↓
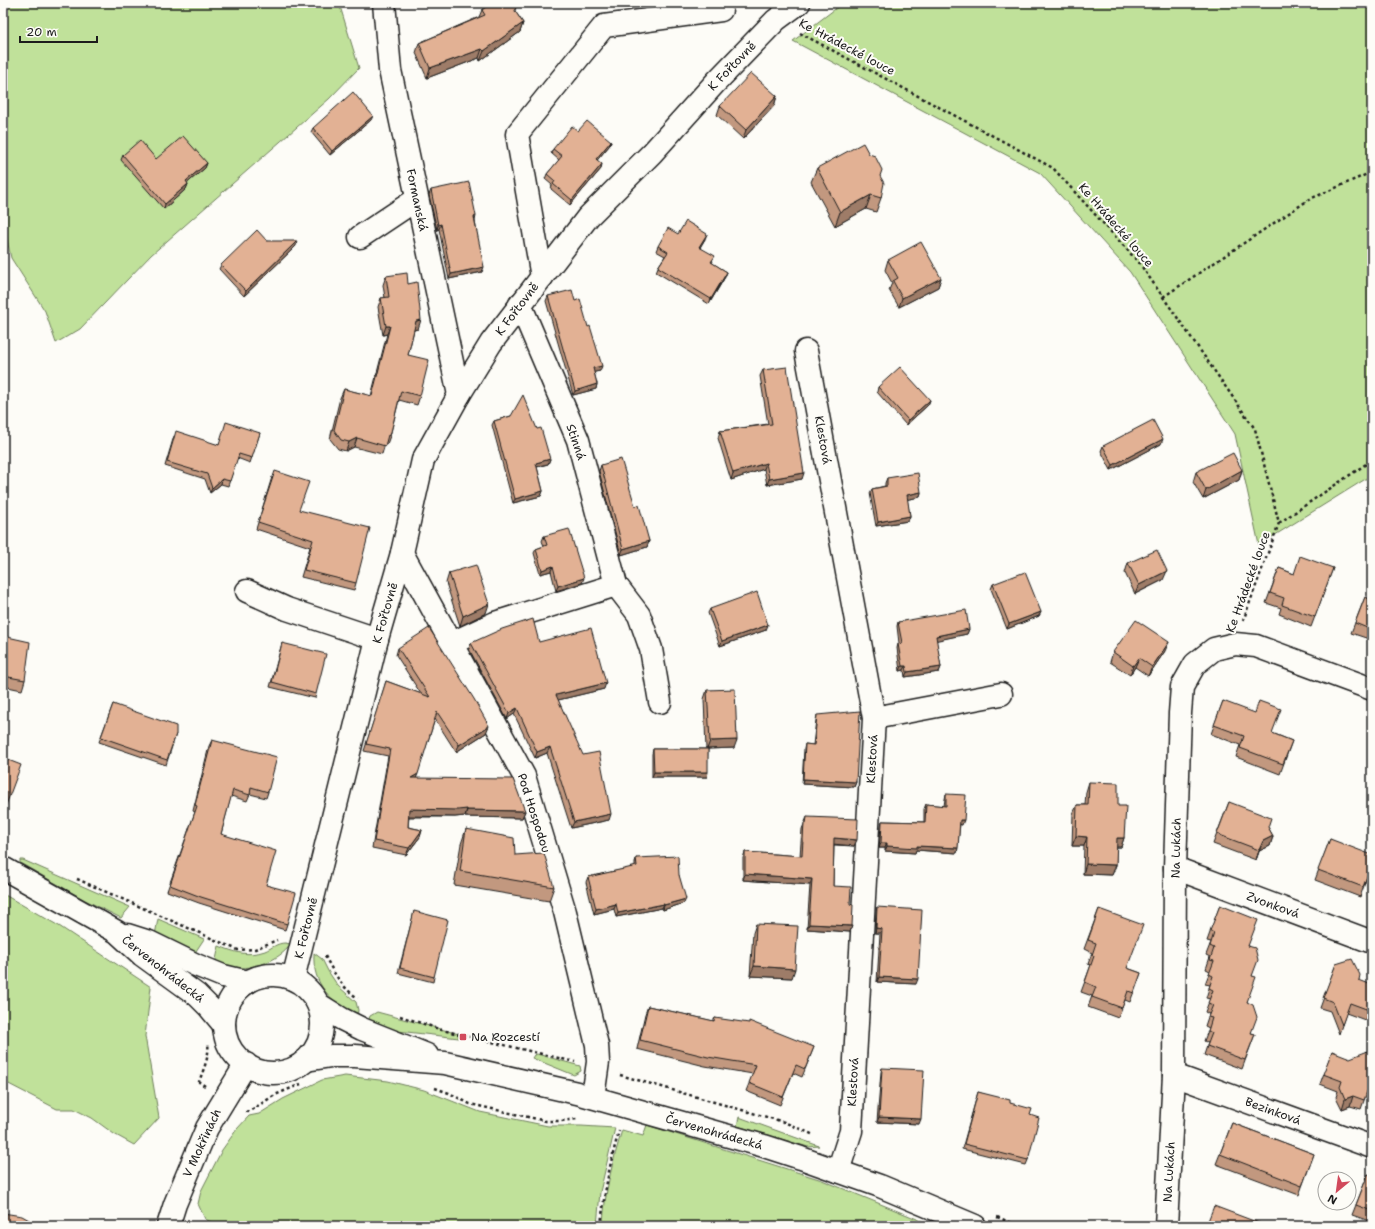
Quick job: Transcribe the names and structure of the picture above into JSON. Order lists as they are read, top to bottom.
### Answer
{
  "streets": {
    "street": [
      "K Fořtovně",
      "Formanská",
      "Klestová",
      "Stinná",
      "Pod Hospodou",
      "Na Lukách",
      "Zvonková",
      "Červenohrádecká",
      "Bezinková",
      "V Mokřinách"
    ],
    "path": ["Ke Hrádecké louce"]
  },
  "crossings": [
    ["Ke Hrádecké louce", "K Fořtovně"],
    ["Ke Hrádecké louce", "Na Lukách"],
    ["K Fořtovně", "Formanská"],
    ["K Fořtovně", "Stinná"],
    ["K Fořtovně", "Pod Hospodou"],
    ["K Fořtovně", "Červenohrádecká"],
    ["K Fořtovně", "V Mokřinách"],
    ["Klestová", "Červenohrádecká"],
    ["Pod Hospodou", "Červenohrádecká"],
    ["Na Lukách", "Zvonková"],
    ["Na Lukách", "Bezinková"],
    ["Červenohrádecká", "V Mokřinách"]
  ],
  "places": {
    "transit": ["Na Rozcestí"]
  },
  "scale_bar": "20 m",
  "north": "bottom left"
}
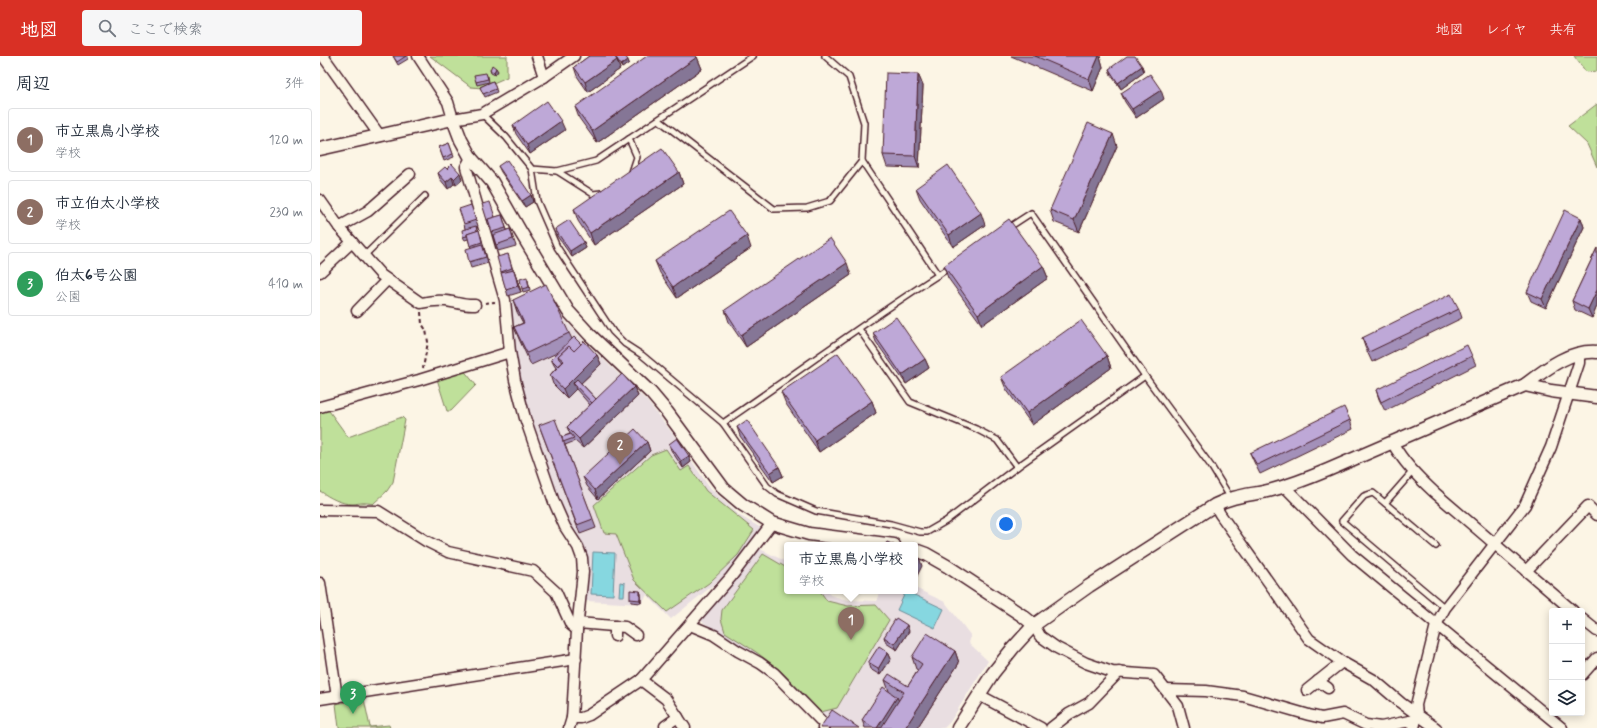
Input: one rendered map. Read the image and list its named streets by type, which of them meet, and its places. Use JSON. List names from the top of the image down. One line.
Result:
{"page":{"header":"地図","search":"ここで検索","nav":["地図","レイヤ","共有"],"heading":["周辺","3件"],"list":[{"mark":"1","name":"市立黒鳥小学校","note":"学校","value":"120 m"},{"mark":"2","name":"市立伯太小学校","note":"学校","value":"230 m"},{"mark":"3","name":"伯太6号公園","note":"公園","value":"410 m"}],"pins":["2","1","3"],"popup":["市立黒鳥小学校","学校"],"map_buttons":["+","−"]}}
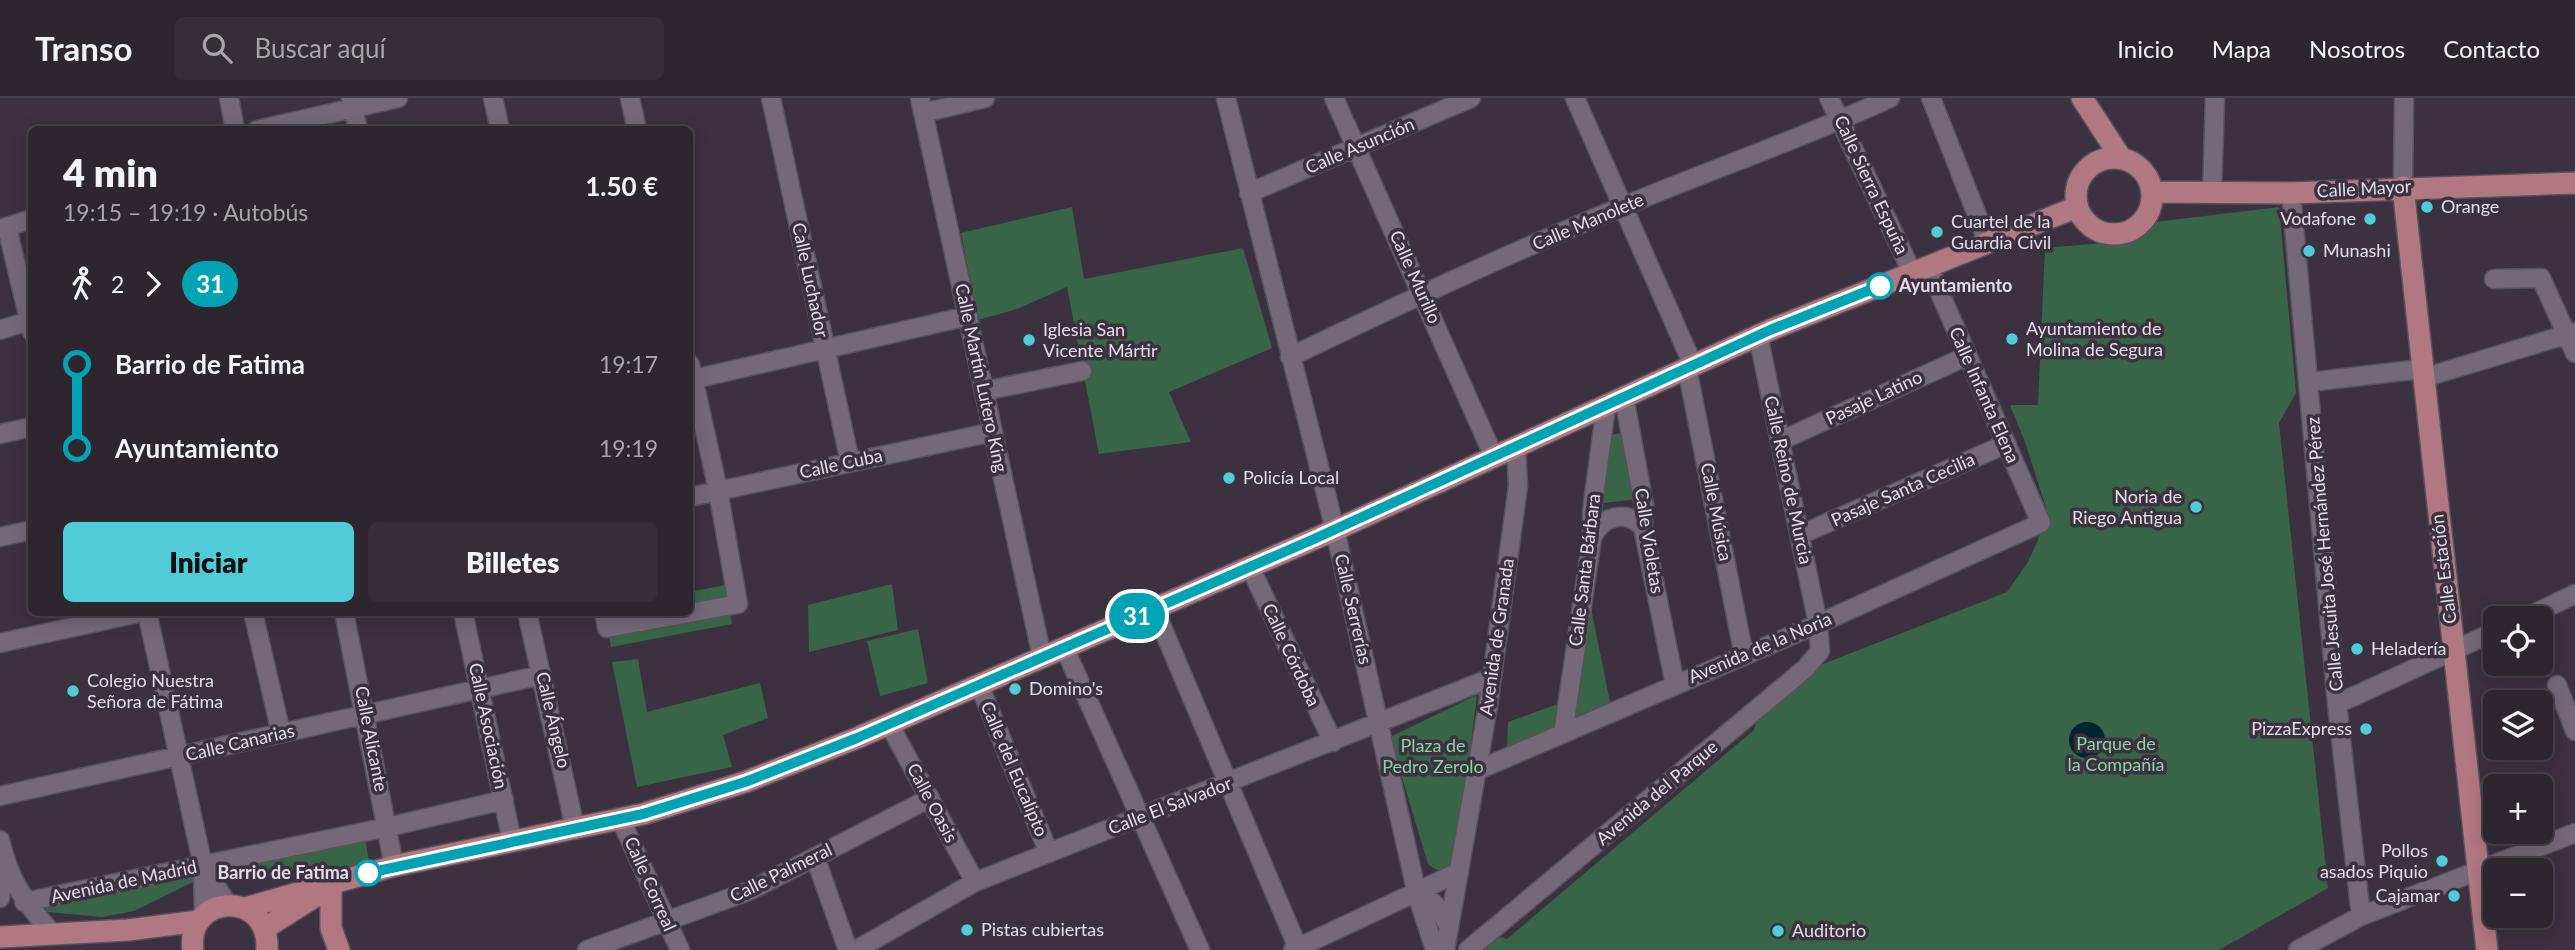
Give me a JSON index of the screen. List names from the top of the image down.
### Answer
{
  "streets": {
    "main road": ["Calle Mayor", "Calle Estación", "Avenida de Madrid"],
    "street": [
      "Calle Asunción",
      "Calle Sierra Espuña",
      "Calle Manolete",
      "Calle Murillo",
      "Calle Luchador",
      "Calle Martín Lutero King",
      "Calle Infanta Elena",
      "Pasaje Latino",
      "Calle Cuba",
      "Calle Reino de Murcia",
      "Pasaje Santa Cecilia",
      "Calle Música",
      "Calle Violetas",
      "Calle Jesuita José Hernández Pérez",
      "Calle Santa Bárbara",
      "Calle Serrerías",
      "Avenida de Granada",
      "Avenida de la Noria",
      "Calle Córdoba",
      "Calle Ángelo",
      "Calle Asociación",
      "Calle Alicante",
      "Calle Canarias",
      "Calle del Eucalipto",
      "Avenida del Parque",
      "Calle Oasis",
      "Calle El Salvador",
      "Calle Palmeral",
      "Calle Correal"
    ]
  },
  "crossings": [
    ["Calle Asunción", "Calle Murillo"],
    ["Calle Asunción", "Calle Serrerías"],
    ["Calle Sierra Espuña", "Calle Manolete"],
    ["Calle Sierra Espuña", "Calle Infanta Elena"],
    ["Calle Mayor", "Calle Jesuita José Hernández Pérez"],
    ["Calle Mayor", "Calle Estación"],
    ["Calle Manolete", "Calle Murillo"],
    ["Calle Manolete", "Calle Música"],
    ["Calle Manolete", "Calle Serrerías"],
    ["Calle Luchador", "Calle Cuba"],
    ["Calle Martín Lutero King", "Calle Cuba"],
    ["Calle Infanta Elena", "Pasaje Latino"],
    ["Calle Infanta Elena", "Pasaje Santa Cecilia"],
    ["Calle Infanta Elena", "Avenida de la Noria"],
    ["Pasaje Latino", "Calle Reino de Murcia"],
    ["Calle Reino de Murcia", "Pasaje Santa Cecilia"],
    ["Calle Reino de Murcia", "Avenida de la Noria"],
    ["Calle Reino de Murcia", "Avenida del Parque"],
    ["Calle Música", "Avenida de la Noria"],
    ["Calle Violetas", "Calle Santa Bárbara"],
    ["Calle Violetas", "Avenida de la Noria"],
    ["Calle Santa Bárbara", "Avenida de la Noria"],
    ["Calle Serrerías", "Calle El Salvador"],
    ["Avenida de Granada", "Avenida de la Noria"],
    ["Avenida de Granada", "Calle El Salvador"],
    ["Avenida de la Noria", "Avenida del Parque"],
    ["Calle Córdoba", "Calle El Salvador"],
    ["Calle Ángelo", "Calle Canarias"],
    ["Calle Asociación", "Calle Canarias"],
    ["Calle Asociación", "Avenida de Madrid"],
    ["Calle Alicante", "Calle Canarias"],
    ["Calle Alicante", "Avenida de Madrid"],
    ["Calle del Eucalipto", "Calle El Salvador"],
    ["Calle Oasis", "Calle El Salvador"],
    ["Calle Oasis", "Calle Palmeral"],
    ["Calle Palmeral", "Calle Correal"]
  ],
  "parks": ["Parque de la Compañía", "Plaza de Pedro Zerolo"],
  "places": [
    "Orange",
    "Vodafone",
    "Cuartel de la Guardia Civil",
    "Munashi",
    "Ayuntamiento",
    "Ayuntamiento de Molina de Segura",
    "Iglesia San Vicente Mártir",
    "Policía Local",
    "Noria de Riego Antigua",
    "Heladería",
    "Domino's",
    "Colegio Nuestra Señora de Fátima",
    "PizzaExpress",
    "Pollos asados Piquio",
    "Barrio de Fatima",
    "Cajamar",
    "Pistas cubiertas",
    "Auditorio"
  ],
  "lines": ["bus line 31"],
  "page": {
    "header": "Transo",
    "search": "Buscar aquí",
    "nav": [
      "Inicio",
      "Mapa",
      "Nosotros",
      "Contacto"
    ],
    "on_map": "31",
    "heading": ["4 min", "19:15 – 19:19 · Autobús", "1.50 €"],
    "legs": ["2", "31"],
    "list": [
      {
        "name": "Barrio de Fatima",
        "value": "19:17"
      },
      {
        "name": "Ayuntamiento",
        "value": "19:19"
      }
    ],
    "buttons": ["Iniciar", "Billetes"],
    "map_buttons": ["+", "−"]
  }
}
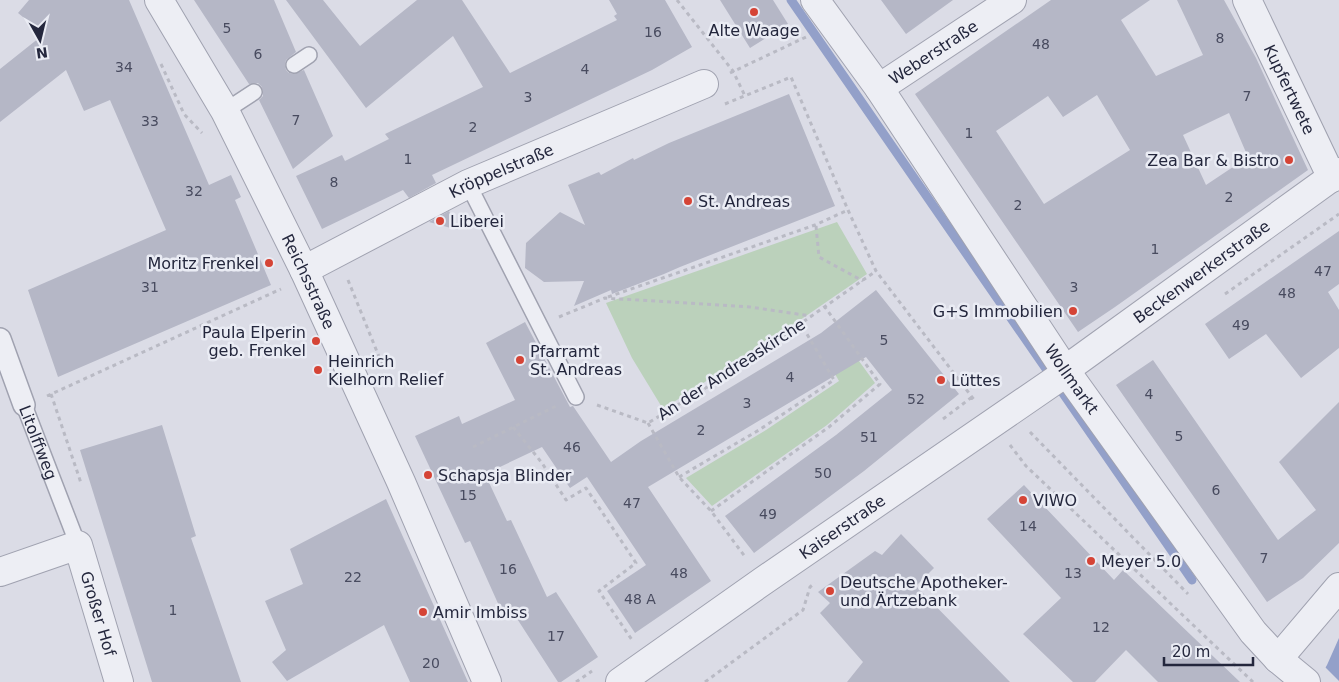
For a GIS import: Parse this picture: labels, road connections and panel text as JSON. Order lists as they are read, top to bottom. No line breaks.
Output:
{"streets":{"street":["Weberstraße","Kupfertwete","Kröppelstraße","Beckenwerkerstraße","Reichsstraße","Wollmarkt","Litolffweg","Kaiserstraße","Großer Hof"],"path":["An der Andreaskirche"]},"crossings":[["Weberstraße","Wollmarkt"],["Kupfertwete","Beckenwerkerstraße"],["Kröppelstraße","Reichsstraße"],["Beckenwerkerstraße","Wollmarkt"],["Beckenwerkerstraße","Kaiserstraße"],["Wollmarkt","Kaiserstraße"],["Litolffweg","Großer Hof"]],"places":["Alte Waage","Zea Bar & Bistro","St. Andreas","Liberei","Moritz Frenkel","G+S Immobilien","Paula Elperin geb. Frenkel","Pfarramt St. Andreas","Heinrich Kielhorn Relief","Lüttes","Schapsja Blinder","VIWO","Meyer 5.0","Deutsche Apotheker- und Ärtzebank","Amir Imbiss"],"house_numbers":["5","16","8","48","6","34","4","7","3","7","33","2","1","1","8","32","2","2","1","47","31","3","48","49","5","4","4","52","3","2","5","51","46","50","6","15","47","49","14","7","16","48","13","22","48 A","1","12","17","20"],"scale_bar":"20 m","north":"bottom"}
↑
Pictures are to be dropped; the lines from the start of the entries above through the line with "Give me a JSON" are to be given again verbatim.

Quick job: Transcribe the names and structure of the picture above into JSON. Order lists as they are read, top to bottom.
### Answer
{
  "streets": {
    "street": [
      "K Fořtovně",
      "Formanská",
      "Klestová",
      "Stinná",
      "Pod Hospodou",
      "Na Lukách",
      "Zvonková",
      "Červenohrádecká",
      "Bezinková",
      "V Mokřinách"
    ],
    "path": ["Ke Hrádecké louce"]
  },
  "crossings": [
    ["Ke Hrádecké louce", "K Fořtovně"],
    ["Ke Hrádecké louce", "Na Lukách"],
    ["K Fořtovně", "Formanská"],
    ["K Fořtovně", "Stinná"],
    ["K Fořtovně", "Pod Hospodou"],
    ["K Fořtovně", "Červenohrádecká"],
    ["K Fořtovně", "V Mokřinách"],
    ["Klestová", "Červenohrádecká"],
    ["Pod Hospodou", "Červenohrádecká"],
    ["Na Lukách", "Zvonková"],
    ["Na Lukách", "Bezinková"],
    ["Červenohrádecká", "V Mokřinách"]
  ],
  "places": {
    "transit": ["Na Rozcestí"]
  },
  "scale_bar": "20 m",
  "north": "bottom left"
}
Input: one rendered map. Read the image and list its named streets by type, which of them meet, and its places. Use JSON. List names from the top of the image down. One line.
Result:
{"page":{"header":"地図","search":"ここで検索","nav":["地図","レイヤ","共有"],"heading":["周辺","3件"],"list":[{"mark":"1","name":"市立黒鳥小学校","note":"学校","value":"120 m"},{"mark":"2","name":"市立伯太小学校","note":"学校","value":"230 m"},{"mark":"3","name":"伯太6号公園","note":"公園","value":"410 m"}],"pins":["2","1","3"],"popup":["市立黒鳥小学校","学校"],"map_buttons":["+","−"]}}
Give me a JSON index of the screen. List names from the top of the image down.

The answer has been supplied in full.